President Jammeh has blamed dissidents based in the US, Germany and the UK for the attack.
Heavy gunfire was heard near the presidential palace in Banjul on Tuesday but details are sketchy.
Mr Jammeh seized power in the tiny West African nation in 1994, and is accused of not tolerating any opposition.
The president denied that the attack was mounted by sections of the Gambian military.
“The Gambian armed forces are very loyal as far as we are concerned – there isn’t any single participation of the armed forces except nullifying the attack,” he said in a television interview on Wednesday night.
“So this cannot be called a military coup – this was an attack by a terrorist group backed by some powers that I would not name.”

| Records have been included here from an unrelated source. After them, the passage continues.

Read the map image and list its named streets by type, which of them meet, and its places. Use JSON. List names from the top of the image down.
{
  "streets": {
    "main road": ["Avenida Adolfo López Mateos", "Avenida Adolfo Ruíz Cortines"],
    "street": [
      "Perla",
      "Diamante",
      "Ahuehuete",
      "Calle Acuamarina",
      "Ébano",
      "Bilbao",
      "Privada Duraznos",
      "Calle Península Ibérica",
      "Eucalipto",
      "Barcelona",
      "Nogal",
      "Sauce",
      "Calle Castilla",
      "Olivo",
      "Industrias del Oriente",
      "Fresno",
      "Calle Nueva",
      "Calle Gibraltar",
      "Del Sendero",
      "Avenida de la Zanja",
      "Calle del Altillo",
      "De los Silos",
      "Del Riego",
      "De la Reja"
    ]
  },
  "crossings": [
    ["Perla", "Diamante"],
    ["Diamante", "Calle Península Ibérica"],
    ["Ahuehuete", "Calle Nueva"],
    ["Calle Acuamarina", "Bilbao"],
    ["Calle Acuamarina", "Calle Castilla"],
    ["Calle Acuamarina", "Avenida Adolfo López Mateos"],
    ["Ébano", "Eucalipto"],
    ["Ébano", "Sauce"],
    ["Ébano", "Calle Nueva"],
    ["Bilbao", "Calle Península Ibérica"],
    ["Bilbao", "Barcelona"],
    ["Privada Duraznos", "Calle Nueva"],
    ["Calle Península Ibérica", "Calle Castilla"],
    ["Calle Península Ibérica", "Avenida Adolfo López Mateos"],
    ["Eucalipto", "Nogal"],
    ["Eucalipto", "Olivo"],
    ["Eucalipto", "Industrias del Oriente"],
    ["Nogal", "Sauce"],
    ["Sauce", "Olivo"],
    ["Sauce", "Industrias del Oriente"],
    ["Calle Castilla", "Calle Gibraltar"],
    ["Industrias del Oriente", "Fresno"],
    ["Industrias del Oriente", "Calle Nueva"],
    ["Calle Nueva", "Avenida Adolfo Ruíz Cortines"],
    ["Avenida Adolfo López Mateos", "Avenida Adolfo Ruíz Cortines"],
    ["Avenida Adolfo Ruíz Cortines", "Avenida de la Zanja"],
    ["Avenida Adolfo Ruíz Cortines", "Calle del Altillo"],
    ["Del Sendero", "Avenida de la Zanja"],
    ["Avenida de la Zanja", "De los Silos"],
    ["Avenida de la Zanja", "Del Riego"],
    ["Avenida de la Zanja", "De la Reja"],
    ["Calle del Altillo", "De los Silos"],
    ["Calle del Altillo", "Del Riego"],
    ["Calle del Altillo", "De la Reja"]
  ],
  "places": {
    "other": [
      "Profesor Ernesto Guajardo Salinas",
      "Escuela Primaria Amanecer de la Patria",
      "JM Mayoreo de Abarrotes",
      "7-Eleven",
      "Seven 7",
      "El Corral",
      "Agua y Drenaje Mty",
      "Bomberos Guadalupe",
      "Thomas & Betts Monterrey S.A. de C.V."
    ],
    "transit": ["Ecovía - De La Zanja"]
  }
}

The US government has denied that it had any role in the alleged coup attempt.
Who is Yahya Jammeh?
- Seized power in 1994, aged 29
- Accused of stamping out opposition
- Claims to be able to cure HIV/Aids
- In 2011, told the BBC he would rule for “a billion years”
Mr Jammeh also warned that he would make “an example” of anyone who had been part of the attack.
It is not clear how many people have been arrested but sources have told the BBC that several relatives of alleged coup leader Lt Col Lamin Sanneh have been detained.
Lt Col Sanneh is among five people said to have been killed during the attack but this has not been confirmed.
He was a former head of the presidential guards who fled to the US after falling out with the president.
Gambian state TV showed a haul of weapons said to have been seized during Tuesday’s fighting.
‘Respect human rights’
UN chief Ban Ki-moon has called for an investigation into the attack and also urged the government and security forces in Banjul to “act in full respect of human rights”.
Mr Jammeh was out of the country at the time of the attack but has since returned to the capital Banjul.
He has won several elections since seizing power but critics say they were neither free nor fair.
Numerous officials and opposition leaders have fled the country, saying they fear for their lives.
Apart from a short Atlantic coast, The Gambia is entirely surrounded by Senegal.
The main foreign-currency earners for the country of two million people are tourism and peanut exports.